The task - What do the lines say from the start of the entries through the one containing "position:absolute; left:15px; top:1580px;"? Repeat them exactly.

The input -

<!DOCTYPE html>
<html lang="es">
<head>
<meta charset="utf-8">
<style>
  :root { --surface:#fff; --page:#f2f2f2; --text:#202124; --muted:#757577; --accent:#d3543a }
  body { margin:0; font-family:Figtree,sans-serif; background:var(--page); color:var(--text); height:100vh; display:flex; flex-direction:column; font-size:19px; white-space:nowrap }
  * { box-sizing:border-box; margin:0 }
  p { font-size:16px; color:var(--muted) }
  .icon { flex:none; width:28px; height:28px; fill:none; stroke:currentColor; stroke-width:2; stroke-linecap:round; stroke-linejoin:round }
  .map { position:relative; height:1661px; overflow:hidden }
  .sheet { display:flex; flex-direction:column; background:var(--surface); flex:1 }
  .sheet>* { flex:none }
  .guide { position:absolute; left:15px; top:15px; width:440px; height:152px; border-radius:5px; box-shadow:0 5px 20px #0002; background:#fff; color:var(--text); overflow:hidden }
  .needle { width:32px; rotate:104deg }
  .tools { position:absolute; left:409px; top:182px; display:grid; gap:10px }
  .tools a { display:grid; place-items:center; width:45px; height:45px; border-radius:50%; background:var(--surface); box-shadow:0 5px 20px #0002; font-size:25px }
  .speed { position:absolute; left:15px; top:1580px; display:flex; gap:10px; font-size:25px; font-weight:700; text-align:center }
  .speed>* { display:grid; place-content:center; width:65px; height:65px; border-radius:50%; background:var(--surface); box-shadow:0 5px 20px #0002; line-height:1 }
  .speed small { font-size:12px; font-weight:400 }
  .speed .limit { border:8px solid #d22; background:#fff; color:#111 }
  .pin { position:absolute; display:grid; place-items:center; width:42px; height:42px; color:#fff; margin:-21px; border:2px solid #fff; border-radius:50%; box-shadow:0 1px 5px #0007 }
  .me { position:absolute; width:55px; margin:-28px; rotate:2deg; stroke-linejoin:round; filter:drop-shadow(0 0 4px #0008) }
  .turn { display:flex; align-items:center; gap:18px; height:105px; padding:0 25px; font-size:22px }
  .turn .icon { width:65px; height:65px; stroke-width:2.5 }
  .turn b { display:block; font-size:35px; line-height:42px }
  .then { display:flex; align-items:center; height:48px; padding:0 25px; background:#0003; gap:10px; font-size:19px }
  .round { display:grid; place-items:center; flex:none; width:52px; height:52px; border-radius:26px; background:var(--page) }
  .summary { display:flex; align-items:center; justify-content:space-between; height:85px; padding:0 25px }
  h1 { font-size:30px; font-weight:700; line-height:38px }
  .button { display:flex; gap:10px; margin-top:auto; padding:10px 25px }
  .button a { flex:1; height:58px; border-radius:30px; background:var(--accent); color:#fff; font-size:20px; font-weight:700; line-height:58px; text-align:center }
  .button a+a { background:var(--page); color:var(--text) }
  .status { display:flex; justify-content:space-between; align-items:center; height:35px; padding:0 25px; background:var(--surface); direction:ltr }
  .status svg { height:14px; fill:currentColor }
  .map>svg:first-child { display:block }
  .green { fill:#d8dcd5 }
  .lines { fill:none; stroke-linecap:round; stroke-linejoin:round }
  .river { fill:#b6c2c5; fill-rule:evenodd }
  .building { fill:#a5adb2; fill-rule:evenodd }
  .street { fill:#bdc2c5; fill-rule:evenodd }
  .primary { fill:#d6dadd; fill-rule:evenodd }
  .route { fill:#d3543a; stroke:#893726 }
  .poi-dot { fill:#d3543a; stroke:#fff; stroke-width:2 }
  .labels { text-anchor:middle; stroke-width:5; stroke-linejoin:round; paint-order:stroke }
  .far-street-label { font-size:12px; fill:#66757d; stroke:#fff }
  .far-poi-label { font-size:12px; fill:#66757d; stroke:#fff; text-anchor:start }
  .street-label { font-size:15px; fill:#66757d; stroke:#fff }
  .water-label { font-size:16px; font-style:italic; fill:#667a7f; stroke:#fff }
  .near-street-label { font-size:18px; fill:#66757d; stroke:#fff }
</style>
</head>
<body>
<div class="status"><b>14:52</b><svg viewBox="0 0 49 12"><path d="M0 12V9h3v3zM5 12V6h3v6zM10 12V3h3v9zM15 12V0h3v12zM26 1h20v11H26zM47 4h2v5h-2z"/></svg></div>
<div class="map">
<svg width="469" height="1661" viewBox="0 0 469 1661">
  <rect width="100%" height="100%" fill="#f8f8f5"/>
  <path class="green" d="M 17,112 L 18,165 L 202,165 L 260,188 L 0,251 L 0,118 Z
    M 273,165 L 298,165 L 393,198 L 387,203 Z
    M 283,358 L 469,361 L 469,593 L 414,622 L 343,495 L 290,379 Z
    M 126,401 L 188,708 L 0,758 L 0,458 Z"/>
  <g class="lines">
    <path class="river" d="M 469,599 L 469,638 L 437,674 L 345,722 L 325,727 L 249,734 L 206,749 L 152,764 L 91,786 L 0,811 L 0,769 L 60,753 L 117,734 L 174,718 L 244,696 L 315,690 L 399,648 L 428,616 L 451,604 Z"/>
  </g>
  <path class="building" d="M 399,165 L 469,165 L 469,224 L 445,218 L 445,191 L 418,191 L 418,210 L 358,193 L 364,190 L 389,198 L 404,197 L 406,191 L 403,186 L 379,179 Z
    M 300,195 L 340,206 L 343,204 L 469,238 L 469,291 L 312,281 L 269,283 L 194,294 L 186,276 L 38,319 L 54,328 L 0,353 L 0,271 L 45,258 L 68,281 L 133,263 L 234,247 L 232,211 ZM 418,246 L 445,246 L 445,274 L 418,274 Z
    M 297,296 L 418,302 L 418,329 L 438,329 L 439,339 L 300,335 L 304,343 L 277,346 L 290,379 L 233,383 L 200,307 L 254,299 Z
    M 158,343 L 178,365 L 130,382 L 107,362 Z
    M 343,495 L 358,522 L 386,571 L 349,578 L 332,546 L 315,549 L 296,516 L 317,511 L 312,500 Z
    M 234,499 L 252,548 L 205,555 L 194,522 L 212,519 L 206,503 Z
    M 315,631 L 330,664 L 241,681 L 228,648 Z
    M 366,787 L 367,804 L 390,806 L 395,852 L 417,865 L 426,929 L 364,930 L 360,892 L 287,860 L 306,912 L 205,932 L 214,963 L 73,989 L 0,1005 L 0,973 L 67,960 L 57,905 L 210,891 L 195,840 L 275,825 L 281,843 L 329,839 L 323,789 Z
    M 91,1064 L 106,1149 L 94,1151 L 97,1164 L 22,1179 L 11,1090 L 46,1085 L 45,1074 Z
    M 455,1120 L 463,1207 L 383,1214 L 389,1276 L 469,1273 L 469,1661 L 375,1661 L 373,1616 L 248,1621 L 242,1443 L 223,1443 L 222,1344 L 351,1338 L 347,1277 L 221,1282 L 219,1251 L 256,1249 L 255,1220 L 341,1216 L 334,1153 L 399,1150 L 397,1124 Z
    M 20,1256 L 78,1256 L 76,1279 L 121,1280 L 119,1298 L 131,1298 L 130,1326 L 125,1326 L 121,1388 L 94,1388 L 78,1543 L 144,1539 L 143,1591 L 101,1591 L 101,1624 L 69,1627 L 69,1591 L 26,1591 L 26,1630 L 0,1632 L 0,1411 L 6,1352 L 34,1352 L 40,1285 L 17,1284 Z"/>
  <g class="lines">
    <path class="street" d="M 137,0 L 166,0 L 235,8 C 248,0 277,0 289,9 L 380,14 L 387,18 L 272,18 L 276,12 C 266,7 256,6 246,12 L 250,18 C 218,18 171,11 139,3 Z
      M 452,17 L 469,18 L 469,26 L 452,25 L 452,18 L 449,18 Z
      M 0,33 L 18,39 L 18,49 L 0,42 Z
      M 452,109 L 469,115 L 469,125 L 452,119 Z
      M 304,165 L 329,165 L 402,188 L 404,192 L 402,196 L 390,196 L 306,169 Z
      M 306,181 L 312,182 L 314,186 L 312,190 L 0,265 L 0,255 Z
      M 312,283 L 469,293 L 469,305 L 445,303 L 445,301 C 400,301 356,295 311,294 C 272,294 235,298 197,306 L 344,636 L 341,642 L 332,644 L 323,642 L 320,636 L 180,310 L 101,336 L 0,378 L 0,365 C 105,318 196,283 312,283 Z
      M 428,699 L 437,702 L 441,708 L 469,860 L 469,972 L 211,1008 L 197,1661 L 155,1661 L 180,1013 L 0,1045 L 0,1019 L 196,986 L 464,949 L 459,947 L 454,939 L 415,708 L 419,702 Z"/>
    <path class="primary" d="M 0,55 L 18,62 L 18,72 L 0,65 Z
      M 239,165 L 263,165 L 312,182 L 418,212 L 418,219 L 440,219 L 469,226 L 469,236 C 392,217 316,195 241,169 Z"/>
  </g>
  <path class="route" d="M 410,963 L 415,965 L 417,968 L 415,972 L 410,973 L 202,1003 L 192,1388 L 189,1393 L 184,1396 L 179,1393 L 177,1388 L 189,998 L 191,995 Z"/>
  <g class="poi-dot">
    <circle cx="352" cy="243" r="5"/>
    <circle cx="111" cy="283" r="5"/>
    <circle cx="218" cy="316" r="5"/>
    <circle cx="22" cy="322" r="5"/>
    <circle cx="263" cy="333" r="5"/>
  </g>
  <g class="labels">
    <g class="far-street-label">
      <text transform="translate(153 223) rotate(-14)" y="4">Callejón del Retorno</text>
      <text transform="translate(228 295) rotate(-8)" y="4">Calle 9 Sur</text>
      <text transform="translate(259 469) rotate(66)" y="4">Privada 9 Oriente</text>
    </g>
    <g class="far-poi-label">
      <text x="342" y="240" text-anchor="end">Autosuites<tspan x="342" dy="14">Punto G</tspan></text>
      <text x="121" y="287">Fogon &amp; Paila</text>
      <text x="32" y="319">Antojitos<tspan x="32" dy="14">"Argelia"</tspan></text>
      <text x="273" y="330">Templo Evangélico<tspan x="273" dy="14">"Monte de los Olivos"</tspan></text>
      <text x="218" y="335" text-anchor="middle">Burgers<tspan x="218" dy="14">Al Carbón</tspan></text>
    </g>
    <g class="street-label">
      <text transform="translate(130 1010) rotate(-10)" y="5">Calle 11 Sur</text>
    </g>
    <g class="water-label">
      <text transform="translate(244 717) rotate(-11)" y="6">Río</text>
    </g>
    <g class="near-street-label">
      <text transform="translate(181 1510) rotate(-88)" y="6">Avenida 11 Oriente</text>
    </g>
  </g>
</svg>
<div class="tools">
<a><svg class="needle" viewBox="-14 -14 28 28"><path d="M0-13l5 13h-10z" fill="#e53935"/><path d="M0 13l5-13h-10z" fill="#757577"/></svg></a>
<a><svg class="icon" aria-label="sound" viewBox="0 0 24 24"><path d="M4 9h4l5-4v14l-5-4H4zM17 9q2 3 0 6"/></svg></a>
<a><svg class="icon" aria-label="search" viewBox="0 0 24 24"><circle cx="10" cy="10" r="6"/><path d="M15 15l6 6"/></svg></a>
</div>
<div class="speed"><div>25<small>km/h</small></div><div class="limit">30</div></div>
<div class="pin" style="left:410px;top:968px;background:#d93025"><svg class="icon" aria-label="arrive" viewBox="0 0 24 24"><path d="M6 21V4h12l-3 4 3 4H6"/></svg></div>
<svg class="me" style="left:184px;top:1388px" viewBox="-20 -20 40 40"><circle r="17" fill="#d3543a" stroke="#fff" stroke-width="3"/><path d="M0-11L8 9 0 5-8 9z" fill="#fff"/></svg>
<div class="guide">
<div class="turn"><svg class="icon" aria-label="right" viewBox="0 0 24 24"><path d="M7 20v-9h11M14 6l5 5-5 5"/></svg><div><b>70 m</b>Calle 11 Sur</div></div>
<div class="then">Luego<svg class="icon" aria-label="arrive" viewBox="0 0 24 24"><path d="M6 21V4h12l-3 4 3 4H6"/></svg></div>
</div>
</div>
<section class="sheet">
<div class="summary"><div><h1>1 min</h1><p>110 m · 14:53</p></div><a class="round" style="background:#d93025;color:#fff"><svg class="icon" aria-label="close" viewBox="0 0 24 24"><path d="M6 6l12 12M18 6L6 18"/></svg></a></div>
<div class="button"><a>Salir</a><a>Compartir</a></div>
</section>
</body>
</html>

Output -
<!DOCTYPE html>
<html lang="es">
<head>
<meta charset="utf-8">
<style>
  :root { --surface:#fff; --page:#f2f2f2; --text:#202124; --muted:#757577; --accent:#d3543a }
  body { margin:0; font-family:Figtree,sans-serif; background:var(--page); color:var(--text); height:100vh; display:flex; flex-direction:column; font-size:19px; white-space:nowrap }
  * { box-sizing:border-box; margin:0 }
  p { font-size:16px; color:var(--muted) }
  .icon { flex:none; width:28px; height:28px; fill:none; stroke:currentColor; stroke-width:2; stroke-linecap:round; stroke-linejoin:round }
  .map { position:relative; height:1661px; overflow:hidden }
  .sheet { display:flex; flex-direction:column; background:var(--surface); flex:1 }
  .sheet>* { flex:none }
  .guide { position:absolute; left:15px; top:15px; width:440px; height:152px; border-radius:5px; box-shadow:0 5px 20px #0002; background:#fff; color:var(--text); overflow:hidden }
  .needle { width:32px; rotate:104deg }
  .tools { position:absolute; left:409px; top:182px; display:grid; gap:10px }
  .tools a { display:grid; place-items:center; width:45px; height:45px; border-radius:50%; background:var(--surface); box-shadow:0 5px 20px #0002; font-size:25px }
  .speed { position:absolute; left:15px; top:1580px; display:flex; gap:10px; font-size:25px; font-weight:700; text-align:center }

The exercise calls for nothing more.